━━━━━ EXERCISE DATA

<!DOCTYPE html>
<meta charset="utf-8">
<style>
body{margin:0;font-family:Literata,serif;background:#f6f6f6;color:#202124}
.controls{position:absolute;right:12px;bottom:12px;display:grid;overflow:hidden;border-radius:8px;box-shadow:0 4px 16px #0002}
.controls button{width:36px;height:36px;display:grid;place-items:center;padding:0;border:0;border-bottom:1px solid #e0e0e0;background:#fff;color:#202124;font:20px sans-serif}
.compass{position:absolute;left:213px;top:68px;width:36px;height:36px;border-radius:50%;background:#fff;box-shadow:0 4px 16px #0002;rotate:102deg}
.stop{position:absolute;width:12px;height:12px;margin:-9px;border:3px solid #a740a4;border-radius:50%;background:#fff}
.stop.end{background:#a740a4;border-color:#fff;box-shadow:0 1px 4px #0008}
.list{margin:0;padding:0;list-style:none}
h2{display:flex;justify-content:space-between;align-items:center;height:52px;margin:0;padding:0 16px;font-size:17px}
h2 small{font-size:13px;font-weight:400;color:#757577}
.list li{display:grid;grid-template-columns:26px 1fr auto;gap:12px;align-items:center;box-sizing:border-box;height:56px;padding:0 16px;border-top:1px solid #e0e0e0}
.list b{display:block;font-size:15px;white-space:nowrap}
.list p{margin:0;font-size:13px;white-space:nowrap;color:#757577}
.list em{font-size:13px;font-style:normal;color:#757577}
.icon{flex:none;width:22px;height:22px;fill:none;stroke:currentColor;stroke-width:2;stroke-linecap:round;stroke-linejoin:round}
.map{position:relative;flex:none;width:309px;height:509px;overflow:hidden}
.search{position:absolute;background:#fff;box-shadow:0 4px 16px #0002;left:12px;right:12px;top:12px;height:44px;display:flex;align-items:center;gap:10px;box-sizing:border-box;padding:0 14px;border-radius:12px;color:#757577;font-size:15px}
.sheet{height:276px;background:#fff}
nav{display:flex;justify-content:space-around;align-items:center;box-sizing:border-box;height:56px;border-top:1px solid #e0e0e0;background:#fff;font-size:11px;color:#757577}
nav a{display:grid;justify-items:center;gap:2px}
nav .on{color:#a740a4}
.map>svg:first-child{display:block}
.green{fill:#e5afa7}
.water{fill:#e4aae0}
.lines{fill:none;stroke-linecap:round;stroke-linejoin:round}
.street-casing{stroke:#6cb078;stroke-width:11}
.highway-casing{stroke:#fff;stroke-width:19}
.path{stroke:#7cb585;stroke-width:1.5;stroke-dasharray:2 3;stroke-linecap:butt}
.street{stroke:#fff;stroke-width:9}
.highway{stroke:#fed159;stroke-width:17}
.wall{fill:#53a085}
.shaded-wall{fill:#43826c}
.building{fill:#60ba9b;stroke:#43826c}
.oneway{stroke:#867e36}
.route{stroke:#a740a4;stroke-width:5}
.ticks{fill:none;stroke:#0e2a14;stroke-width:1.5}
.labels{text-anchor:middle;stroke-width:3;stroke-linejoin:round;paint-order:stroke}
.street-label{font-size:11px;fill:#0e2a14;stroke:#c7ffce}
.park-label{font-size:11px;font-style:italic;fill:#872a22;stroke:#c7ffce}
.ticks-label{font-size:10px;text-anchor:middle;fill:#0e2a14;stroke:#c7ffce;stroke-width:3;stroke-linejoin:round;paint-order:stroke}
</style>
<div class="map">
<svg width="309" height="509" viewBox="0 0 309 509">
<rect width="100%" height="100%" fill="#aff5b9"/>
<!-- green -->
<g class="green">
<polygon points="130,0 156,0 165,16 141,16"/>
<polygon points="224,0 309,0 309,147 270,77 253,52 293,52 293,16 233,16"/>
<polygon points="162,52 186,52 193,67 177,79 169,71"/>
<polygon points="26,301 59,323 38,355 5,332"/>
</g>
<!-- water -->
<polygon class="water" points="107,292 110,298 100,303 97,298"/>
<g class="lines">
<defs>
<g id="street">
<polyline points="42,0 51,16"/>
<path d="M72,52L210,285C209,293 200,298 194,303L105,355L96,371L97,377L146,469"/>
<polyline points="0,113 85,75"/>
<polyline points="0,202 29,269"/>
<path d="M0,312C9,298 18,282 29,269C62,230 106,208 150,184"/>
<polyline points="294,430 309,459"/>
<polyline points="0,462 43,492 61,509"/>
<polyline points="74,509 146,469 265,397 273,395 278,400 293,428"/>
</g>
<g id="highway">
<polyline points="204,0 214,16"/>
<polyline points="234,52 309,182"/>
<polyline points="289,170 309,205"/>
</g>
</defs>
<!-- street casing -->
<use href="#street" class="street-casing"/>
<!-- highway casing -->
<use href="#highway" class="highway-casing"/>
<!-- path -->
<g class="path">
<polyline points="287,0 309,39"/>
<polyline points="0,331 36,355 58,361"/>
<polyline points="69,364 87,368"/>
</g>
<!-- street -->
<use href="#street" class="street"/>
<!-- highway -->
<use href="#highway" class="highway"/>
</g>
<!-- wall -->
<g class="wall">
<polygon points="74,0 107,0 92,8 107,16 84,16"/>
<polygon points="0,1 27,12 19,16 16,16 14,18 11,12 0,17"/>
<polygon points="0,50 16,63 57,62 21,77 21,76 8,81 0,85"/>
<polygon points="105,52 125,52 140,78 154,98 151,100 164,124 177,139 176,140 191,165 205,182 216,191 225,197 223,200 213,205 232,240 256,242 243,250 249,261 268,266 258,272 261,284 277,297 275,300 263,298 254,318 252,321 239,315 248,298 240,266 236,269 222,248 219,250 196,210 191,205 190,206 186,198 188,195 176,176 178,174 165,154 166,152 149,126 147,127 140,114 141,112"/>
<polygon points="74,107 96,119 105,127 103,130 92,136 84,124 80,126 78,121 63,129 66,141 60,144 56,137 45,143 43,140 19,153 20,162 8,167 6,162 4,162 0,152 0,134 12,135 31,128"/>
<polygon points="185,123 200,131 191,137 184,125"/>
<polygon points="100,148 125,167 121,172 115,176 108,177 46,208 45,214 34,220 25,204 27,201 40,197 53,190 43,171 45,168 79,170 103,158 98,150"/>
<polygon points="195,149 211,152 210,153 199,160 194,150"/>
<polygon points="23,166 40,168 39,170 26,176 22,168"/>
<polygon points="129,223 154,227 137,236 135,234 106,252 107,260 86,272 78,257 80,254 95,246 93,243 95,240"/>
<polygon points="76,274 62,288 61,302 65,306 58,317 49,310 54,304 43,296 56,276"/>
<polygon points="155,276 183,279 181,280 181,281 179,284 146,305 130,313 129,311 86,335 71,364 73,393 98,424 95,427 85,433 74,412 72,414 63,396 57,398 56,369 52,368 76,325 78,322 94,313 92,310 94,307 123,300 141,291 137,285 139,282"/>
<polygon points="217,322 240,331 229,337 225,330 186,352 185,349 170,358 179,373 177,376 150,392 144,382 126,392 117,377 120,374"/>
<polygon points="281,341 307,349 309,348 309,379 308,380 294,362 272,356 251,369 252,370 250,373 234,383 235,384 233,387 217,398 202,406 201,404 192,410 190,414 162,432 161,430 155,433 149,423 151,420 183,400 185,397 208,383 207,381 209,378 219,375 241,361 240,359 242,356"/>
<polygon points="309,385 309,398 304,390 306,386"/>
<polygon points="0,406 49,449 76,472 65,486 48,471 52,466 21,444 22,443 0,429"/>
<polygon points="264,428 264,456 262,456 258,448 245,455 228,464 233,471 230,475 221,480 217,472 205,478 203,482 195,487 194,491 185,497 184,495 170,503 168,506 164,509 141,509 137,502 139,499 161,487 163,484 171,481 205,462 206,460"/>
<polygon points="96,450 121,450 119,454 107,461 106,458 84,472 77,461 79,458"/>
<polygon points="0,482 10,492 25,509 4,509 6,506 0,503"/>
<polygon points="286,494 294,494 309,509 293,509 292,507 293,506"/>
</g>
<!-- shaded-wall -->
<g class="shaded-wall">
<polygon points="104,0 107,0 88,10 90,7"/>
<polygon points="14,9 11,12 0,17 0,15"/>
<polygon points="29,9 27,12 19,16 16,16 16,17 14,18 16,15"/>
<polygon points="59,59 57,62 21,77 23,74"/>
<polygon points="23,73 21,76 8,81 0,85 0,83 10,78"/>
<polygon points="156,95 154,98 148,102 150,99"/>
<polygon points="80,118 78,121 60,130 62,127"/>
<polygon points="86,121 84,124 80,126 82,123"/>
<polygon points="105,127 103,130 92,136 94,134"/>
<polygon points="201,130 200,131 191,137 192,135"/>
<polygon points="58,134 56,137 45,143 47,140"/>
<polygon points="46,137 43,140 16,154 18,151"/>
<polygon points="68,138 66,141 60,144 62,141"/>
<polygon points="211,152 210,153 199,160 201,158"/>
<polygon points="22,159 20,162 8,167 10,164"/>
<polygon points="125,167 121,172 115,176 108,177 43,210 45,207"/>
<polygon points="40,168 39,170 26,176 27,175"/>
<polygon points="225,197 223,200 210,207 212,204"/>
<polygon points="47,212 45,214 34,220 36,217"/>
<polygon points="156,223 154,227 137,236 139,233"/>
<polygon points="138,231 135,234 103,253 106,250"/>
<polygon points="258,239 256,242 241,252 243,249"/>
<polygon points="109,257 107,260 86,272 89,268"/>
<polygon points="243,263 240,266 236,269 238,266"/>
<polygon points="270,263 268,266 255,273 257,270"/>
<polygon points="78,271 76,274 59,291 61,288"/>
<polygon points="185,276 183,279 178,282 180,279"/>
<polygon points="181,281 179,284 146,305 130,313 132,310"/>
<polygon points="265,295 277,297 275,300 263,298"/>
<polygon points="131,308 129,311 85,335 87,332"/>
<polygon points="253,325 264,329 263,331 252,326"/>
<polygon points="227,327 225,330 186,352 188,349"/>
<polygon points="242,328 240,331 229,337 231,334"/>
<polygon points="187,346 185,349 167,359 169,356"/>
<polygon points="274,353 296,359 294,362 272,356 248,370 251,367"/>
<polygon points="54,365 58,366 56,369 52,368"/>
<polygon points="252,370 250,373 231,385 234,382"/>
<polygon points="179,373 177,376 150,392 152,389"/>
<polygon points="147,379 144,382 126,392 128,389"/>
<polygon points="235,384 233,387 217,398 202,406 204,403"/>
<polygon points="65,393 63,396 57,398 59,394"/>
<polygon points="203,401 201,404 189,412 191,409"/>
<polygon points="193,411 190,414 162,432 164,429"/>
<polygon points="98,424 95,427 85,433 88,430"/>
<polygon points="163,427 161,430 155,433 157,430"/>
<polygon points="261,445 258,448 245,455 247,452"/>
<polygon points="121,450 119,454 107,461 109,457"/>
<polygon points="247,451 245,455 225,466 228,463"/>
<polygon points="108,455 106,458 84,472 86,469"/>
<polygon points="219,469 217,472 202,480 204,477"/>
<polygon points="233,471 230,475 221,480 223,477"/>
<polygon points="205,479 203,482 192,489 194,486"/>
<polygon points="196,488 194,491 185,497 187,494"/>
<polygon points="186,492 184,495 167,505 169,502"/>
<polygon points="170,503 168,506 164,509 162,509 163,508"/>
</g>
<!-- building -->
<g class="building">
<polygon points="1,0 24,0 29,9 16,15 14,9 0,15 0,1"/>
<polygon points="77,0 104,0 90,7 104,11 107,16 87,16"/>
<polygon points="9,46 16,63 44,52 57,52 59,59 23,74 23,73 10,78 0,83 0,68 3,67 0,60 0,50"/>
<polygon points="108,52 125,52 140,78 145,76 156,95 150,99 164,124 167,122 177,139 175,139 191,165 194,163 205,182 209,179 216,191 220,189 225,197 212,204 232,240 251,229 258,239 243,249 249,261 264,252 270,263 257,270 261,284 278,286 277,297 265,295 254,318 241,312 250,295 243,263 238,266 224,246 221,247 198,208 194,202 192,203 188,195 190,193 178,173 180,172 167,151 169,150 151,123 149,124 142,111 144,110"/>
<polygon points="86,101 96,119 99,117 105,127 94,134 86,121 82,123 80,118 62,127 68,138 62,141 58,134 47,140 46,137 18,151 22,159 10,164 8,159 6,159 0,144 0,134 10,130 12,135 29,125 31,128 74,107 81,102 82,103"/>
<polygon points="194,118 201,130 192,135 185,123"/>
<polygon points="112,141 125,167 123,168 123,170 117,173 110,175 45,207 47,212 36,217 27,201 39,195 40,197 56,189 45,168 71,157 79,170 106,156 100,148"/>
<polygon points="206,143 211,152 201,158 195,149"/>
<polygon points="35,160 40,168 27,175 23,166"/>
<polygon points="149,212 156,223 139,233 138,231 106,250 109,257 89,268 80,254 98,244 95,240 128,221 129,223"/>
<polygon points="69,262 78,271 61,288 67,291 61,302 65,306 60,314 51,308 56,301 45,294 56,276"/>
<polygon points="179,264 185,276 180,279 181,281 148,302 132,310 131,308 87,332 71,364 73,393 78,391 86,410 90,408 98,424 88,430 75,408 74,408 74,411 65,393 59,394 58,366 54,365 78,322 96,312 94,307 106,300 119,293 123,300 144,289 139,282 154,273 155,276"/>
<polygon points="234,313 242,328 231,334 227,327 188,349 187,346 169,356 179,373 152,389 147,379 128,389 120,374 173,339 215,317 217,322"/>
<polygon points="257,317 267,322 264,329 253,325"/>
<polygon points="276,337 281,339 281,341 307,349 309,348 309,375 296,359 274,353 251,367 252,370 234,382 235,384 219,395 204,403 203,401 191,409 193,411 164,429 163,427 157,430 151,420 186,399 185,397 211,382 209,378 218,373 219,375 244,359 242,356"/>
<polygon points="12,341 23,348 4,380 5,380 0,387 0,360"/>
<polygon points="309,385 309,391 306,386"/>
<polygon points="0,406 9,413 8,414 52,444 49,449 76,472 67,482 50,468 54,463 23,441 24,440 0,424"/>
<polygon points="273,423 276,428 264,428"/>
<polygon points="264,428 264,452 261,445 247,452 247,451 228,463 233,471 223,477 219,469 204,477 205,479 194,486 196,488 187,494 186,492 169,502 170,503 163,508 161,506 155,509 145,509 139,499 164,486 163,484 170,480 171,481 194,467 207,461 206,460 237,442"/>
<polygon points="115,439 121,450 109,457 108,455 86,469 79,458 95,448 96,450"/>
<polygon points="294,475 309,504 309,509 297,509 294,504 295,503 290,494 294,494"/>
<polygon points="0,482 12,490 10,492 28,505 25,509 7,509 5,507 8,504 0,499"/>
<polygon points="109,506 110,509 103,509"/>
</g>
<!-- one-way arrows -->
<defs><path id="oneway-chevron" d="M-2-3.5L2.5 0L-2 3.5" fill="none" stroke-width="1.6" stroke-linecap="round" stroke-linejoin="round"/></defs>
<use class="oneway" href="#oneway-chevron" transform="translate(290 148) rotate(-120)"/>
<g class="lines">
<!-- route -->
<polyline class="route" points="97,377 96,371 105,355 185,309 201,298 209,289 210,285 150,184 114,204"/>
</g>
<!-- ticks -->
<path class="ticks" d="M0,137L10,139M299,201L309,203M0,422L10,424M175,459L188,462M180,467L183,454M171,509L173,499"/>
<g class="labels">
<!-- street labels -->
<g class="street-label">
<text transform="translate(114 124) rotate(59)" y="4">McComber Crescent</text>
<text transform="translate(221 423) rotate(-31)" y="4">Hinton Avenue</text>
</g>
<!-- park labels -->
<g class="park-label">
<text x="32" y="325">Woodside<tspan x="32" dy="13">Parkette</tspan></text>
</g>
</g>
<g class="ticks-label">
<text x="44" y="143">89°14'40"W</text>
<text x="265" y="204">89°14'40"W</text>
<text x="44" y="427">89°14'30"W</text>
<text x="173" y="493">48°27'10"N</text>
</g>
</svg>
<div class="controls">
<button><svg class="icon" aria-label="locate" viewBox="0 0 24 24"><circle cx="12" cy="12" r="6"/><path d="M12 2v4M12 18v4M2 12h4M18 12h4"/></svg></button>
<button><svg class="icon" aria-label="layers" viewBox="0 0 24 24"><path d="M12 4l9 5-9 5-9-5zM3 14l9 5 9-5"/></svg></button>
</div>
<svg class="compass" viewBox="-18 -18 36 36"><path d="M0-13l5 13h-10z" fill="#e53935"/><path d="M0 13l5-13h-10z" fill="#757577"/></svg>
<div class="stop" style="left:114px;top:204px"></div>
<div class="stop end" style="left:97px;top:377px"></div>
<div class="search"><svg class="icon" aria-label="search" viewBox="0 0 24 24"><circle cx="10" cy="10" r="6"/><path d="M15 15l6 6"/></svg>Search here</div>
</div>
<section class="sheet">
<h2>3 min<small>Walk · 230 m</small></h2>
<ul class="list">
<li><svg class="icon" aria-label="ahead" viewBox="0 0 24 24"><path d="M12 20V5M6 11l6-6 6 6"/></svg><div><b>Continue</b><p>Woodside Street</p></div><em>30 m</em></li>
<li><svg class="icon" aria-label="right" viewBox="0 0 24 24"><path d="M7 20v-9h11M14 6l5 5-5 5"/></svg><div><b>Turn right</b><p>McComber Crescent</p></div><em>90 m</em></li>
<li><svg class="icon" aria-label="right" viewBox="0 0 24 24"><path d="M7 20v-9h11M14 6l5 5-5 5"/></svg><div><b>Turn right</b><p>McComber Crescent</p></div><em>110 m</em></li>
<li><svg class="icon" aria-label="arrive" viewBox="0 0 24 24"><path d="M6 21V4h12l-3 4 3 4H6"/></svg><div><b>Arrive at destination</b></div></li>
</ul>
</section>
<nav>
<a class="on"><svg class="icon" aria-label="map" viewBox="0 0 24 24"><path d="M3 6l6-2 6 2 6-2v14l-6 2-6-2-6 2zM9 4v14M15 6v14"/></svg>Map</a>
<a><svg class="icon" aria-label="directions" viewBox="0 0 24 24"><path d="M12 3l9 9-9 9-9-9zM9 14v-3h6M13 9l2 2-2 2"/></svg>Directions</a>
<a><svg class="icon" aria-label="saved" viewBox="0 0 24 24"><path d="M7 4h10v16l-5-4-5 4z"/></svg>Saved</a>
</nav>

━━━━━━━━━━

Search the data above and return each line in which "sheet" occurs.

▶ SOLUTION FOR THIS PROBLEM:
.sheet{height:276px;background:#fff}
<section class="sheet">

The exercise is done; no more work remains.